Diktatur des Gesetzes, für die Wladimir Putin im Wahlkampf warb, oder Diktatur der Macht? Diese Frage könnte alsbald schon über Sein oder Nichtsein unabhängiger Medien in Russland entscheiden.

Diktatur des Gesetzes, für die Wladimir Putin im Wahlkampf warb, oder Diktatur der Macht? Diese Frage könnte alsbald schon über Sein oder Nichtsein unabhängiger Medien in Russland entscheiden. Wie jetzt bekannt wurde, arbeitet das Presseministerium bereits an einem "Projekt zur Restrukturierung des Rundfunks". Offiziell wird das Vorhaben mit der Notwendigkeit begründet, den Markt von nicht effektiv arbeitenden Unternehmen zu säubern.

Das sind, da Russland auf einen gebührenfinanzierten Rundfunk verzichtet, allerdings vor allem die Staatssender. Allein deren Schulden bei der Telekommunikationsbehörde, die für die Ausstrahlung kassiert, belaufen sich auf mehrere Millionen Dollar.

Doch um die geht es gar nicht. Eigentliches Ziel der Attacke sind regimekritische private Radio- und TV-Kanäle. Ihnen soll jetzt mit einer Neuvergabe der Sendelizenz der Garaus gemacht werden. Als potenzieller Abschusskandidat gilt in erster Linie die Media-Most-Holding, zu der mehrere Zeitzungen, der Radiosender "Echo Moskwy", vor allem aber der TV-Sender NTW gehören. Dessen Macher sind bereits mehrfach wegen unfreundlicher Berichterstattung aus Tschetschenien und Unterstützung für den demokratischen Präsidentschaftskandidaten Grigorij Jawlinskij aufgefallen.

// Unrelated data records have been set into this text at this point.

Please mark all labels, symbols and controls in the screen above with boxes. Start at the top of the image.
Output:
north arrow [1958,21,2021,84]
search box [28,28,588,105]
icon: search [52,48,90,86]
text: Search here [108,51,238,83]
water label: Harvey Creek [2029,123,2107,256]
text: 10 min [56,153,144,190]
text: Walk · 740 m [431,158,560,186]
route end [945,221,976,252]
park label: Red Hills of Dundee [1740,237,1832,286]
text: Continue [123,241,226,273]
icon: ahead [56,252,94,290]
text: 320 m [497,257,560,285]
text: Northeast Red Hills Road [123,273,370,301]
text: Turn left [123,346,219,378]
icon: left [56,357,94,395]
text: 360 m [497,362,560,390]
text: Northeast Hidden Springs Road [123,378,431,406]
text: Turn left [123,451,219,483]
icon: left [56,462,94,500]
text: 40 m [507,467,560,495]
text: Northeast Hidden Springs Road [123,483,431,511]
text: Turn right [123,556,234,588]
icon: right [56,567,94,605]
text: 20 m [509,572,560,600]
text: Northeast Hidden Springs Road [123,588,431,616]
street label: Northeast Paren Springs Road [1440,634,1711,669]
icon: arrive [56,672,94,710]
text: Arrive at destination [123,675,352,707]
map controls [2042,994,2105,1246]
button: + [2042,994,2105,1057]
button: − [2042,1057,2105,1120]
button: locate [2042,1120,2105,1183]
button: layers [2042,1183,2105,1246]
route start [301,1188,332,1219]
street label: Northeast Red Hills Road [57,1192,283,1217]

Gefährdet sind außerdem TV-Zentr - der Haussender von Moskaus Oberbürgermeister Jurij Luschkow und der halbstaatliche Kanal ORT. Beider Lizenzen wurden bereits neu ausgeschrieben. Anfangsgebot sind 30 Millonen Rubel (2,2 Millionen Mark). Bewerber müssen ihre Unterlagen - ein Programmkonzept und den schlüssigen Nachweis, dass die Antragsteller in der Lage sind, ihre Ideen auch umzusetzen - bis spätestens 8. Mai einreichen und für die bloße Teilnahme am Wettbewerb eine Million Rubel (etwa 74 0000 Mark) hinblättern. Die Entscheidung soll am 24. Mai fallen.

Zwar hält bei ORT der Staat 51 Prozent der Aktien. Eigentlicher Herr im Hause aber ist gegenwärtig Multimilliardär Boris Beresowskij, der den Sender über ein verschachteltes System von Strohmännern kontrolliert. Dass der den Sender im Wahlkampf auf Putin einschwor, Gegner Jawlinskij dagegen - erfolgreich - als Kandidaten von Ausländern, Schwulen und Lesben verunglimpfte, will wenig besagen: Als einstiger Hausmeier von Boris Jelzin ist Beresowskij tief in die Korruptions- und Geldwäsche-Skandale der "Familie" verstrickt und wird als Bauernopfer gebraucht, sollte Volkes Zorn irgendwann den kritischen Punkt erreichen. Zudem setzt Putin als Exponent der militärischen Eliten ohnehin auf andere "Oligarchen" - die mächtigen Gruppierungen der Rüstungsindustrie.

Eine radikale Neuordnung in den Führungsetagen von ORT ist nach Meinung von Experten längst überfällig: Dessen Programm wird auf der Frequenz des ehemaligen sowjetischen Staatsfernsehens ausgestrahlt und ist in weiten Teilen noch immer konkurrenzlos.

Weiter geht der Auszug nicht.